The operators who have scaled venture-backed companies from zero to $100 million are out there in the Midwest. They're just not in the same room. That's the problem Cincinnati-based Refinery Ventures is trying to solve with X15, a curated network for executives and operators who have already been through the hypergrowth experience, and are ready to put it to work again.

"The Bay Area has a lot of people who are smart, hardworking, and have spent time inside of a hypergrowth business," said Tim Schigel, partner at Refinery Ventures. "We do have some of that experience in the region, but, unlike the Bay Area, it's extremely spread out. These folks aren't all hanging out in the same coffee shops like they do out West."

X15 is Refinery's attempt to recreate that density — deliberately and at scale.

The hypergrowth experience difference

Schigel draws a sharp distinction between conventional business growth and the kind venture capital demands. Raising venture funding carries an implicit expectation: the capital gets returned in seven to ten years at a minimum 10x valuation. That requires building every system from scratch while the business is simultaneously scaling.

"The problems a company faces while going through hypergrowth are always unique, but sound similar to problems another hypergrowth business has," Schigel said. "Having prior experience allows an operator to see around corners and anticipate these problems, as well as prepare for solutions that actually remedy them."

The ideal X15 member has lived that firsthand — an early employee at a startup that went from $1 million to $10 million in ARR within 18 months, or from $15 million to $150 million in three and a half years. Current members span go-to-market, technology, product, marketing, operations, and analytics roles, and collectively represent a median ARR growth of $1 million to $72 million over four years and approximately $75 billion in total enterprise value created.

Programming built for operators

X15 offers peer circles, tactical working sessions, tech reverse pitches, deal flow reviews, and the X15 Summit. But Schigel is clear that the programming is a vehicle, not the destination.

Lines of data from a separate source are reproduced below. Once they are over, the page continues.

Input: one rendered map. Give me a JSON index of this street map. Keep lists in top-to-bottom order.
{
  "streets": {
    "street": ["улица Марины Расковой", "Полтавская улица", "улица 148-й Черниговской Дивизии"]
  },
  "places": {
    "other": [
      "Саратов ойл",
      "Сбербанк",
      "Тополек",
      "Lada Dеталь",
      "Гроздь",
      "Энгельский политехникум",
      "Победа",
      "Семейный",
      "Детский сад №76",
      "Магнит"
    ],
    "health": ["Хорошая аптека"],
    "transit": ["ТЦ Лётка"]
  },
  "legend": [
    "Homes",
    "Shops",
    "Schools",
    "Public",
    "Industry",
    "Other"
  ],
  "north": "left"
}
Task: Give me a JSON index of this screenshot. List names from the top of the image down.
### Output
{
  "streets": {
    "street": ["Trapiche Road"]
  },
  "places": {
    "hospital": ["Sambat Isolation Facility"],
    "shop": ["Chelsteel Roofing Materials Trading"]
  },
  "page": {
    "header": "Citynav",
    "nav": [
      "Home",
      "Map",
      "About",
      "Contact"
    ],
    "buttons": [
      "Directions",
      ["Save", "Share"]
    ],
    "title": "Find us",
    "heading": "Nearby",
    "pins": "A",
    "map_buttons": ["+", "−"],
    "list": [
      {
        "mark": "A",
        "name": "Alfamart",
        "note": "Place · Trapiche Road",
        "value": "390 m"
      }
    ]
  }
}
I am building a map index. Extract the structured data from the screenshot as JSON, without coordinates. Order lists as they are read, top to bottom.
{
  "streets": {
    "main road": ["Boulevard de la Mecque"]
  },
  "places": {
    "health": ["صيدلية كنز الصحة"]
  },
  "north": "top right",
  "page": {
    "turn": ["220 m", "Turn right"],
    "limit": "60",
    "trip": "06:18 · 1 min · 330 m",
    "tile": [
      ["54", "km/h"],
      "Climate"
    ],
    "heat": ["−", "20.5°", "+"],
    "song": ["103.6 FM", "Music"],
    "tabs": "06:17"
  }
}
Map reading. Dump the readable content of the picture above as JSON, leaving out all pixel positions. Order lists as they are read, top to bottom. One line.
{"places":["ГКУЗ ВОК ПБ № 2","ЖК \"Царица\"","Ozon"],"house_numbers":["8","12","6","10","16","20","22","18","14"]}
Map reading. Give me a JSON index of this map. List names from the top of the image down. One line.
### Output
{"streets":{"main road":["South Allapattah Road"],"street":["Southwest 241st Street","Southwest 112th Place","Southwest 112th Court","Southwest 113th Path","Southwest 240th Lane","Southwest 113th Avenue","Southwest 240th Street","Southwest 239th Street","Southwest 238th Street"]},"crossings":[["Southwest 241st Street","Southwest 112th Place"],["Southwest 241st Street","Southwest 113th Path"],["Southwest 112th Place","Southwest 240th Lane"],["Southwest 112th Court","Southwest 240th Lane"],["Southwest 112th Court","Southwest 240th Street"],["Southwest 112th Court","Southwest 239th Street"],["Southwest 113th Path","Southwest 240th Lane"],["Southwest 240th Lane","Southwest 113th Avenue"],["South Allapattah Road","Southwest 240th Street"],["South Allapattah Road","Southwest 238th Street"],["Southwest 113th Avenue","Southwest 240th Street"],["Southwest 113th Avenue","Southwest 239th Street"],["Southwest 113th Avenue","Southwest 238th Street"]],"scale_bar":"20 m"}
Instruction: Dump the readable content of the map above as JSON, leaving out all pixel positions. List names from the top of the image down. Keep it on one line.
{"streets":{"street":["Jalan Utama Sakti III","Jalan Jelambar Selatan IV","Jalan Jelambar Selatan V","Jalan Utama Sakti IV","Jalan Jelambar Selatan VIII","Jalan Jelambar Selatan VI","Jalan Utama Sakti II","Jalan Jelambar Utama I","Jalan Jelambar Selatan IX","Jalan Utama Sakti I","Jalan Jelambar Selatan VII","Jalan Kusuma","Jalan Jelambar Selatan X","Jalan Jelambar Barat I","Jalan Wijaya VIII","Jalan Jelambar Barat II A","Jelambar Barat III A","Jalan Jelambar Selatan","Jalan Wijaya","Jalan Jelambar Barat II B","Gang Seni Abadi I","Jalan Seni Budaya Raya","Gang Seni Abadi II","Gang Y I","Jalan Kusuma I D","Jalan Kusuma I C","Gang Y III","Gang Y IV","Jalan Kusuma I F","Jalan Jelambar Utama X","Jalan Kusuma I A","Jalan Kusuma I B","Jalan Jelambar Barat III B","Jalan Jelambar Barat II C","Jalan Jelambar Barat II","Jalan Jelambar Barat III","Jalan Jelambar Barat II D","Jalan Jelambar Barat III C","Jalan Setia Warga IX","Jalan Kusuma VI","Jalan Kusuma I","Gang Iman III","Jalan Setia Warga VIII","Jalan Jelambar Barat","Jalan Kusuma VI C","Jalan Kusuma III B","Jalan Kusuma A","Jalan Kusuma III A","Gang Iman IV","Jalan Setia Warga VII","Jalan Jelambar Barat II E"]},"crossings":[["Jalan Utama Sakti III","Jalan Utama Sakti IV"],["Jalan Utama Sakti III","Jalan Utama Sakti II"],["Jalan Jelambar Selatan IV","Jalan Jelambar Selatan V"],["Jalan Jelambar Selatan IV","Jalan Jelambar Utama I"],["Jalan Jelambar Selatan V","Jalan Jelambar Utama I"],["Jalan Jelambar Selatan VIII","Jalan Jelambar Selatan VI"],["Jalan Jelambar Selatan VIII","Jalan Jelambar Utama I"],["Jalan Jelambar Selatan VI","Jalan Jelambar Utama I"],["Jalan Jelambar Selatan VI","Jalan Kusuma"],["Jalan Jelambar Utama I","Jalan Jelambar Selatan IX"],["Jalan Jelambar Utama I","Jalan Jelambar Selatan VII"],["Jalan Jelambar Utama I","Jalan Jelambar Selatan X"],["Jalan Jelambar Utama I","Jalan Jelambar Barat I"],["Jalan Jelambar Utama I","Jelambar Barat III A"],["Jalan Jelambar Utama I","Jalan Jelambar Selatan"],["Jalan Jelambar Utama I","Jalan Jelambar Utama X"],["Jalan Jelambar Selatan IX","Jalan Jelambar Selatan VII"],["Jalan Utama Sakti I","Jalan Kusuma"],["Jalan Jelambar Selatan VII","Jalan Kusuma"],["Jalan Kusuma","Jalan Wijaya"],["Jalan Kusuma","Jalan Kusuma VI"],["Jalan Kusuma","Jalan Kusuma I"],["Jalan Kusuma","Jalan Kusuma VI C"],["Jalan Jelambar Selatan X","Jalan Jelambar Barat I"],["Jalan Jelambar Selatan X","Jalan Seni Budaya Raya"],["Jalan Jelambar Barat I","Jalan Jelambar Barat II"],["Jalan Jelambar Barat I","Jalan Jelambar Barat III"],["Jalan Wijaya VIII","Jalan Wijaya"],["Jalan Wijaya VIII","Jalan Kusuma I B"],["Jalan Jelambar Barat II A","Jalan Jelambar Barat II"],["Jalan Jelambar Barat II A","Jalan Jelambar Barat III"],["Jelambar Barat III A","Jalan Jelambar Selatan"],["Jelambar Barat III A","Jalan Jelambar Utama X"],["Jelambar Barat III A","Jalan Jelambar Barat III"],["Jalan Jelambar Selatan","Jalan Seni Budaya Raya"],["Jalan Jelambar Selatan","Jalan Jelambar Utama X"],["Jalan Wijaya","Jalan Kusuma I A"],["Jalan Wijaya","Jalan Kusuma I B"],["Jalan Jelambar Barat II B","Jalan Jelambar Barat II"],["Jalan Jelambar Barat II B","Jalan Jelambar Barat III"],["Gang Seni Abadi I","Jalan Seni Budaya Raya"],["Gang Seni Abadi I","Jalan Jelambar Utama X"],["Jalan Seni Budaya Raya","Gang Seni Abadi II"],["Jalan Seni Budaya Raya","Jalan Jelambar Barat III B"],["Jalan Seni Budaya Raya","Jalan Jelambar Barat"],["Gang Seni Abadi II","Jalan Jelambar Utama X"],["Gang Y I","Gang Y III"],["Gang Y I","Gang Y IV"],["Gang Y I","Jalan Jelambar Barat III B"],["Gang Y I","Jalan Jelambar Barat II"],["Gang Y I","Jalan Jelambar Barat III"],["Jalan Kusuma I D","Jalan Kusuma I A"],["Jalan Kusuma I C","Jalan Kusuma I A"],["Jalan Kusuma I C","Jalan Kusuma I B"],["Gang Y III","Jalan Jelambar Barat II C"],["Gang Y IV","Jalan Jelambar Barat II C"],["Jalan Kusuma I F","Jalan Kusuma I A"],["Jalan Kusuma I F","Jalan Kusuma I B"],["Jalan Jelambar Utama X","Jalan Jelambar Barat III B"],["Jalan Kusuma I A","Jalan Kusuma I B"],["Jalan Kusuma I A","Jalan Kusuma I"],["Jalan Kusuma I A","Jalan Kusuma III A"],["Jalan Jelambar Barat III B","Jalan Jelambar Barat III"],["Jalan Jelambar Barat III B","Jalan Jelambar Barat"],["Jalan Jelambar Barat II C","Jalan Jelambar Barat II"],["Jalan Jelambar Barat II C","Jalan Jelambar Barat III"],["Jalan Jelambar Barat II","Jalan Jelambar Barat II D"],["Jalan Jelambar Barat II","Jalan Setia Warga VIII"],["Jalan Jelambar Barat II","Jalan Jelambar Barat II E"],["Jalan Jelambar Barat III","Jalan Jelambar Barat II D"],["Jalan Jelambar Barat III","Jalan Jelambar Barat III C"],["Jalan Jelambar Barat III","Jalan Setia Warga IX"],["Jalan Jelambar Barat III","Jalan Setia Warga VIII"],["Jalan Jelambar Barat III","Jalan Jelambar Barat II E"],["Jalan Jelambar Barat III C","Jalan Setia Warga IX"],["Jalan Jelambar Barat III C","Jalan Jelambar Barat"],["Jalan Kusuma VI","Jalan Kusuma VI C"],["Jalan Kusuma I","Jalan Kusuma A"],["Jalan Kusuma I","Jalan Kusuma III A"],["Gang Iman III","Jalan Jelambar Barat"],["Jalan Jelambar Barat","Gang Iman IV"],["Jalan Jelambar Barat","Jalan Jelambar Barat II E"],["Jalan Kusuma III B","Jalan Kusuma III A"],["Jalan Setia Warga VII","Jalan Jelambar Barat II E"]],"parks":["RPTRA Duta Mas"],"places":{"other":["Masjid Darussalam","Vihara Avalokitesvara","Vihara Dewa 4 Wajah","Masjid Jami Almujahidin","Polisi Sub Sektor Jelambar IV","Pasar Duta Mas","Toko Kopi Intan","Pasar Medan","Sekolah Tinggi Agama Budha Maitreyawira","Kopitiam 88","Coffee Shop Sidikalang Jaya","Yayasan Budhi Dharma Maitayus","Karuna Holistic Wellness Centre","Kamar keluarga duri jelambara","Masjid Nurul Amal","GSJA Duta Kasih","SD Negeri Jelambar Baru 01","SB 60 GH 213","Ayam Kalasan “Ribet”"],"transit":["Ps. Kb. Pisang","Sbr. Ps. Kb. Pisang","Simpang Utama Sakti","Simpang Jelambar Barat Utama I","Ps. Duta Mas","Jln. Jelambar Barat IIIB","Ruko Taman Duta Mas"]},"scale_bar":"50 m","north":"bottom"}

"The punchline for everything that X15 focuses on is that we need to get these people into a room together — that's where the real alchemy occurs," he said. "The best advice any operator can get is either from someone else who is currently operating on something similar or from their own mind when thinking through someone else's problem."

To maintain that quality, X15 keeps its events deliberately exclusive. Quarterly dinners in each city are curated for members and close friends of the network, with conversation structured to move beyond small talk.

"It's hard not to feel accountable in this group when everyone is so motivated to do something big," Schigel said. "We don't even have a LinkedIn group. This is for people who are serious about growth and invest in their own leadership."

Refinery staff also make individualized connections between members based on what each person is currently working through — a more bespoke approach than typical network programming.

Three Ohio cities among the strongest nodes

X15 currently operates across nine cities, with Cleveland, Columbus, and Cincinnati among its most active markets. Members include founders currently building their next company, operators mid-tour-of-duty with years left to vest, and leaders actively exploring their next move.

Schigel says the Midwest's moment is real — but capturing it requires infrastructure that matches the ambition.

"We've seen plenty of accelerators, coworking spaces, and the like," he said. "What we haven't seen much of is a focus on hypergrowth leadership talent. That is, until we started X15."

The name itself nods to aviation history: the North American X-15, the experimental rocket-powered aircraft that Neil Armstrong flew before the Apollo program, reaching the edge of space and breaking speed barriers that once seemed impossible. For Refinery, it's an apt metaphor for what they're building: a network designed to help operators reach heights they couldn't get to alone.